By Shamilla Kara
Today is National Handwashing Day, but despite effort to sensitise on the benefits of washing hands, statistics show that only one out of every four Ugandans has washed their hands properly — with soap and water.
The theme this year is: Hands washed with soap and water are the hands to be proud of. Yet, with the statistics available on how many Ugandans wash their hands properly, there is nothing to write home about.
“According to the Uganda Demographic Health Survey, 27% of Ugandans wash their hands with soap,” says Chris Nsubuga-Mugga, the national coordinator of the national handwashing campaign.
“When we started out, the rate of handwashing with soap after visiting the toilet was only 14%. Now, according to a 2011 survey done by the Uganda Bureau of Statistics, the rate is at 27% up by 13%,” says Nsubuga-Mugga.
This year’s handwashing celebrations will focus on rewarding individuals who have championed the cause. “Districts will be rewarding the best handwashing ambassadors out of the 7,000 in the country,” says Nsubuga-Mugga.
The handwashing ambassadors are part of village health teams that the Ministry of Health has in place countrywide. We train them to teach households proper handwashing and to construct taps next to the latrines.”

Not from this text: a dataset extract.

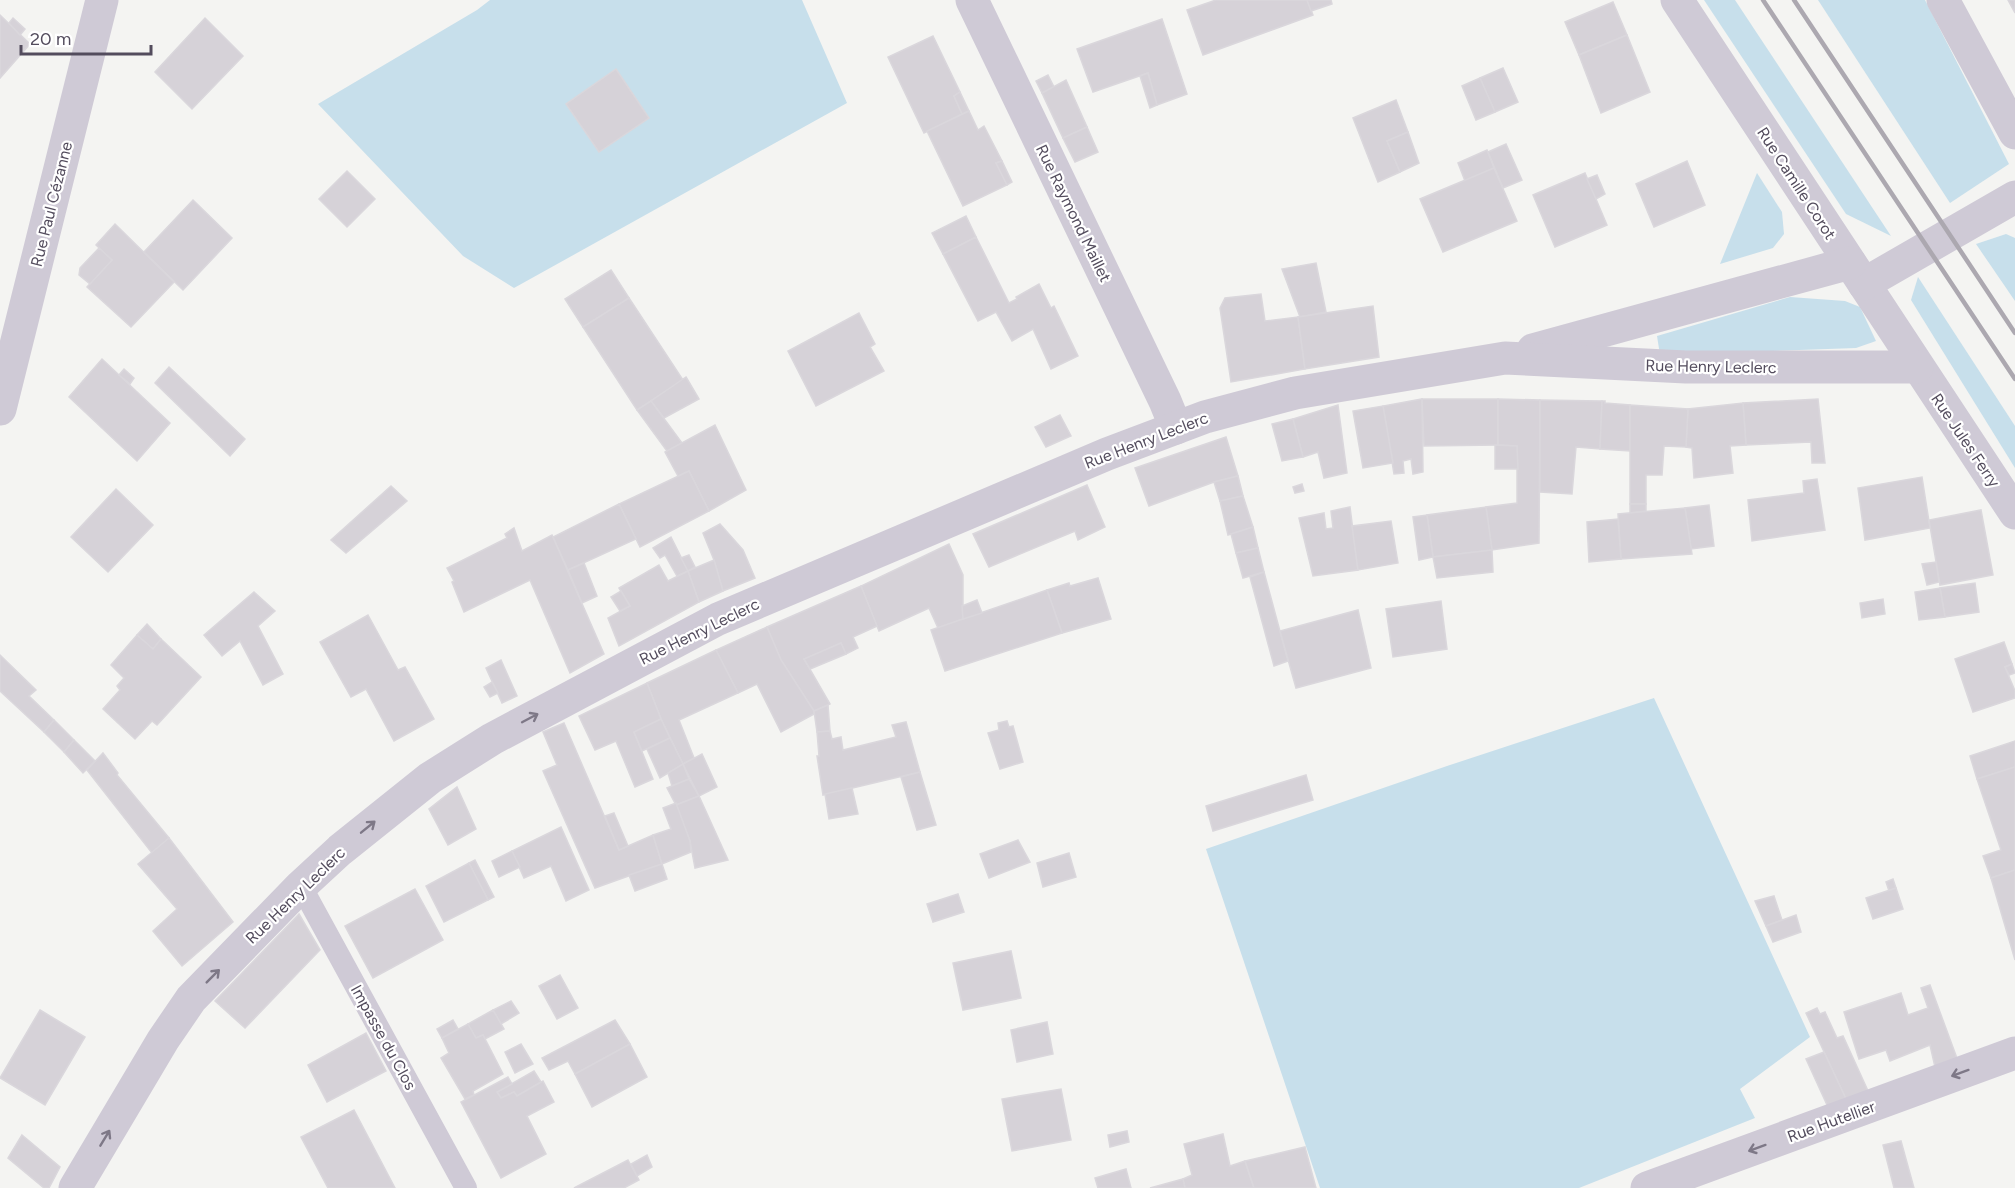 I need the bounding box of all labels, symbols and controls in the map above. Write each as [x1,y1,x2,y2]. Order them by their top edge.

Nsubuga-Mugga adds that the best villages will also be rewarded. Another group whose efforts will be acknowledged and appreciated are the health assistants at the sub-county level.
“They have six or more parishes under them and maybe, 100 villages. We will reward the one who has caused the biggest improvement in the sub-county.”
Benefits of the project
“According to the Uganda Bureau of Standards 2006-2007 study, the mortality rate for children under the age of five has reduced from 137 children per 1,000 live births in 2006 to 90 children per 1,000 births,” says Nsubuga-Mugga.
“Many interventions could have caused this, but hand washing has contributed to the reduction of the deaths of these children,” he adds.